Serve LLMs with SGLang on DGX Station for prefix-cached multi-turn and structured output inference
| Symptom | Cause | Fix |
|---|---|---|
| "permission denied" when running docker | User not in docker group | Run sudo usermod -aG docker $USER && newgrp docker |
| Container fails to start with GPU error | NVIDIA Container Toolkit not configured | Run nvidia-ctk runtime configure --runtime=docker and restart Docker |
device >= 0 && device < num_gpus INTERNAL ASSERT FAILED | Using --gpus all on a multi-GPU system | Use --gpus '"device=N"' to target the GB300 specifically (check index with nvidia-smi) |
| "Token is required" or 401 error | Missing HuggingFace token | Ensure HF_TOKEN is exported before running the docker command |
| Server exits with OOM error | Model too large for available GPU memory | Lower --mem-fraction-static (e.g., 0.7) or reduce --context-length. Check GPU memory with nvidia-smi |
json_schema response_format returns error | SGLang version too old | Ensure you are using lmsysorg/sglang:latest-cu130. Older versions may not support json_schema format |
| Server starts but CUDA errors on inference | Wrong CUDA version for Blackwell | Use the latest-cu130 image tag. SM103 requires CUDA 13.0+ |
| Model runs on wrong GPU | Default GPU selection | Use --gpus '"device=N"' to select the GB300 specifically |
| Slow first request after server start | Kernel JIT compilation | First request triggers kernel compilation.
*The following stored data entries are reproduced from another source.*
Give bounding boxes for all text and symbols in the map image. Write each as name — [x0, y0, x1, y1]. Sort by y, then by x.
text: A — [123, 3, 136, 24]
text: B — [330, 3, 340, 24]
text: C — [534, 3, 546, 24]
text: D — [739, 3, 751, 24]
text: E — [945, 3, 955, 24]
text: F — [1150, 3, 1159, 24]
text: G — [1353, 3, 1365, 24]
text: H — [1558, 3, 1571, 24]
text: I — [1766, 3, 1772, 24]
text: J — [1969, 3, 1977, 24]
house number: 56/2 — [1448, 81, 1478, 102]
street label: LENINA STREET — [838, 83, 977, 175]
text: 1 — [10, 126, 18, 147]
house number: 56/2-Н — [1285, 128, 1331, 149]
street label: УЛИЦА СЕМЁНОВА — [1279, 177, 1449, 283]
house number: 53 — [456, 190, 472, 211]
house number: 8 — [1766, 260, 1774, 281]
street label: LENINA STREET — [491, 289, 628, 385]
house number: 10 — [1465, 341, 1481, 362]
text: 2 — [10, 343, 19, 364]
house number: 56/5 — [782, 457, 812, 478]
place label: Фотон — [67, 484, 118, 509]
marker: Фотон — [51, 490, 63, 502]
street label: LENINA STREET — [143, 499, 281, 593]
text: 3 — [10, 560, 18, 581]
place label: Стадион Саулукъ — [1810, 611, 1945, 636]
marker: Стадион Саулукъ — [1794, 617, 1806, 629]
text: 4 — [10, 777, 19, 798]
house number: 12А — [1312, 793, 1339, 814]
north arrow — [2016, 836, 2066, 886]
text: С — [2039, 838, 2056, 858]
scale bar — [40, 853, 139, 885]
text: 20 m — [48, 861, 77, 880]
Subsequent requests are fast. Wait ~30 seconds |
| Connection refused on port 30000 | Server still loading model | Check docker logs sglang-server — wait for the Uvicorn startup message |
/server_info shows no cache stats | Endpoint may differ across versions | Try curl http://localhost:30000/v1/models to verify the server is responsive. Cache metrics may be under /metrics (requires --enable-metrics server flag) |
NOTE
On DGX Station, the GB300 is typically device 1 (device 0 is the RTX Pro 6000 workstation GPU). Always verify with nvidia-smi --query-gpu=index,name --format=csv,noheader.